WHAT THE TASK ASKS:
Your task is to write out the complete listing exactly as it is shown.
THE DATA section start
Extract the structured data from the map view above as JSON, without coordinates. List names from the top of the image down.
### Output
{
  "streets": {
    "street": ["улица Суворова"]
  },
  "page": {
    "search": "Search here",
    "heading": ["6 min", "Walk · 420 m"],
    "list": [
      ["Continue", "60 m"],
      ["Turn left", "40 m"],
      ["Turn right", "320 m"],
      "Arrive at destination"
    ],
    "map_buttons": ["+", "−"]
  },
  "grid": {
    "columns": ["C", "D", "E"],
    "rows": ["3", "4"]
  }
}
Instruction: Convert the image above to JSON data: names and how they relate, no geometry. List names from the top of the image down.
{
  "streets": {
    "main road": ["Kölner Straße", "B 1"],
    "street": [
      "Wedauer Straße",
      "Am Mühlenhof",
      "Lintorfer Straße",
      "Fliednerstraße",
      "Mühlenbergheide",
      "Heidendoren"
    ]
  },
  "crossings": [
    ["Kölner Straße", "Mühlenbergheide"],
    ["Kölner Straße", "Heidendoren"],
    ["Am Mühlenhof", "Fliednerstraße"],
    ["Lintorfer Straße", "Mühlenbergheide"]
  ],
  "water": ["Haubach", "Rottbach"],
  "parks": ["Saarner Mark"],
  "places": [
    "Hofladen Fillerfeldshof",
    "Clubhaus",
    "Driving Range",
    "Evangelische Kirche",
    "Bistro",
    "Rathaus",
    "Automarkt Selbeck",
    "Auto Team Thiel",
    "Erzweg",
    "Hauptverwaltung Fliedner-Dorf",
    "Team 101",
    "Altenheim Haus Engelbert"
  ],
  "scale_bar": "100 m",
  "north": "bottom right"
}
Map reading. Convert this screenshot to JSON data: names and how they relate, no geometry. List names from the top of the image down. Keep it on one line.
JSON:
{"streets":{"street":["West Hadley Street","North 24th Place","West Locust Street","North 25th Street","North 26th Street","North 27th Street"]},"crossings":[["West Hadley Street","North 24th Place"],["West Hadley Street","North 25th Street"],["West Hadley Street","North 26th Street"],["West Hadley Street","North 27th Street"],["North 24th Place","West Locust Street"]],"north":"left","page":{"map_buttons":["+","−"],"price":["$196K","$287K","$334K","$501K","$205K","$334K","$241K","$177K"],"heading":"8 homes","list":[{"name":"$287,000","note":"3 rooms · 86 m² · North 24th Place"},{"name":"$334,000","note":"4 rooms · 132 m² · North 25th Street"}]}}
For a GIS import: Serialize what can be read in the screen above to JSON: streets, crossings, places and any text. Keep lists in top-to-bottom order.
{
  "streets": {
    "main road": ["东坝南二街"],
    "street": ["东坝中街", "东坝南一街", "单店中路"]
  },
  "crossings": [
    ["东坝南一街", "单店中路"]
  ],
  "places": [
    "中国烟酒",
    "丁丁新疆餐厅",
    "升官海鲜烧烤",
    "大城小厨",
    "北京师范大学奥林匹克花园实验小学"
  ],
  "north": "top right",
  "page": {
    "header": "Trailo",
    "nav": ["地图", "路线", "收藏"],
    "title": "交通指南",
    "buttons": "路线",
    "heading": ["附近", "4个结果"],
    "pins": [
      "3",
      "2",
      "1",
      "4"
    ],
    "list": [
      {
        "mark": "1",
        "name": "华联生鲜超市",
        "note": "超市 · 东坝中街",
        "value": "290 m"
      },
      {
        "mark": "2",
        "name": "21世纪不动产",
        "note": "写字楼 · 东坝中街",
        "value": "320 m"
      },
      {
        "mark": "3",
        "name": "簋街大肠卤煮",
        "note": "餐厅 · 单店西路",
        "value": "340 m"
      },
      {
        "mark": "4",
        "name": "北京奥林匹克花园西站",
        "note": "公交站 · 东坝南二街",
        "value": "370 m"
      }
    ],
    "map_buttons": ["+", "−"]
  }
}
THE DATA section end
RESPONSE:
Extract the structured data from the map view above as JSON, without coordinates. List names from the top of the image down.
### Output
{
  "streets": {
    "street": ["улица Суворова"]
  },
  "page": {
    "search": "Search here",
    "heading": ["6 min", "Walk · 420 m"],
    "list": [
      ["Continue", "60 m"],
      ["Turn left", "40 m"],
      ["Turn right", "320 m"],
      "Arrive at destination"
    ],
    "map_buttons": ["+", "−"]
  },
  "grid": {
    "columns": ["C", "D", "E"],
    "rows": ["3", "4"]
  }
}
Instruction: Convert the image above to JSON data: names and how they relate, no geometry. List names from the top of the image down.
{
  "streets": {
    "main road": ["Kölner Straße", "B 1"],
    "street": [
      "Wedauer Straße",
      "Am Mühlenhof",
      "Lintorfer Straße",
      "Fliednerstraße",
      "Mühlenbergheide",
      "Heidendoren"
    ]
  },
  "crossings": [
    ["Kölner Straße", "Mühlenbergheide"],
    ["Kölner Straße", "Heidendoren"],
    ["Am Mühlenhof", "Fliednerstraße"],
    ["Lintorfer Straße", "Mühlenbergheide"]
  ],
  "water": ["Haubach", "Rottbach"],
  "parks": ["Saarner Mark"],
  "places": [
    "Hofladen Fillerfeldshof",
    "Clubhaus",
    "Driving Range",
    "Evangelische Kirche",
    "Bistro",
    "Rathaus",
    "Automarkt Selbeck",
    "Auto Team Thiel",
    "Erzweg",
    "Hauptverwaltung Fliedner-Dorf",
    "Team 101",
    "Altenheim Haus Engelbert"
  ],
  "scale_bar": "100 m",
  "north": "bottom right"
}
Map reading. Convert this screenshot to JSON data: names and how they relate, no geometry. List names from the top of the image down. Keep it on one line.
JSON:
{"streets":{"street":["West Hadley Street","North 24th Place","West Locust Street","North 25th Street","North 26th Street","North 27th Street"]},"crossings":[["West Hadley Street","North 24th Place"],["West Hadley Street","North 25th Street"],["West Hadley Street","North 26th Street"],["West Hadley Street","North 27th Street"],["North 24th Place","West Locust Street"]],"north":"left","page":{"map_buttons":["+","−"],"price":["$196K","$287K","$334K","$501K","$205K","$334K","$241K","$177K"],"heading":"8 homes","list":[{"name":"$287,000","note":"3 rooms · 86 m² · North 24th Place"},{"name":"$334,000","note":"4 rooms · 132 m² · North 25th Street"}]}}
For a GIS import: Serialize what can be read in the screen above to JSON: streets, crossings, places and any text. Keep lists in top-to-bottom order.
{
  "streets": {
    "main road": ["东坝南二街"],
    "street": ["东坝中街", "东坝南一街", "单店中路"]
  },
  "crossings": [
    ["东坝南一街", "单店中路"]
  ],
  "places": [
    "中国烟酒",
    "丁丁新疆餐厅",
    "升官海鲜烧烤",
    "大城小厨",
    "北京师范大学奥林匹克花园实验小学"
  ],
  "north": "top right",
  "page": {
    "header": "Trailo",
    "nav": ["地图", "路线", "收藏"],
    "title": "交通指南",
    "buttons": "路线",
    "heading": ["附近", "4个结果"],
    "pins": [
      "3",
      "2",
      "1",
      "4"
    ],
    "list": [
      {
        "mark": "1",
        "name": "华联生鲜超市",
        "note": "超市 · 东坝中街",
        "value": "290 m"
      },
      {
        "mark": "2",
        "name": "21世纪不动产",
        "note": "写字楼 · 东坝中街",
        "value": "320 m"
      },
      {
        "mark": "3",
        "name": "簋街大肠卤煮",
        "note": "餐厅 · 单店西路",
        "value": "340 m"
      },
      {
        "mark": "4",
        "name": "北京奥林匹克花园西站",
        "note": "公交站 · 东坝南二街",
        "value": "370 m"
      }
    ],
    "map_buttons": ["+", "−"]
  }
}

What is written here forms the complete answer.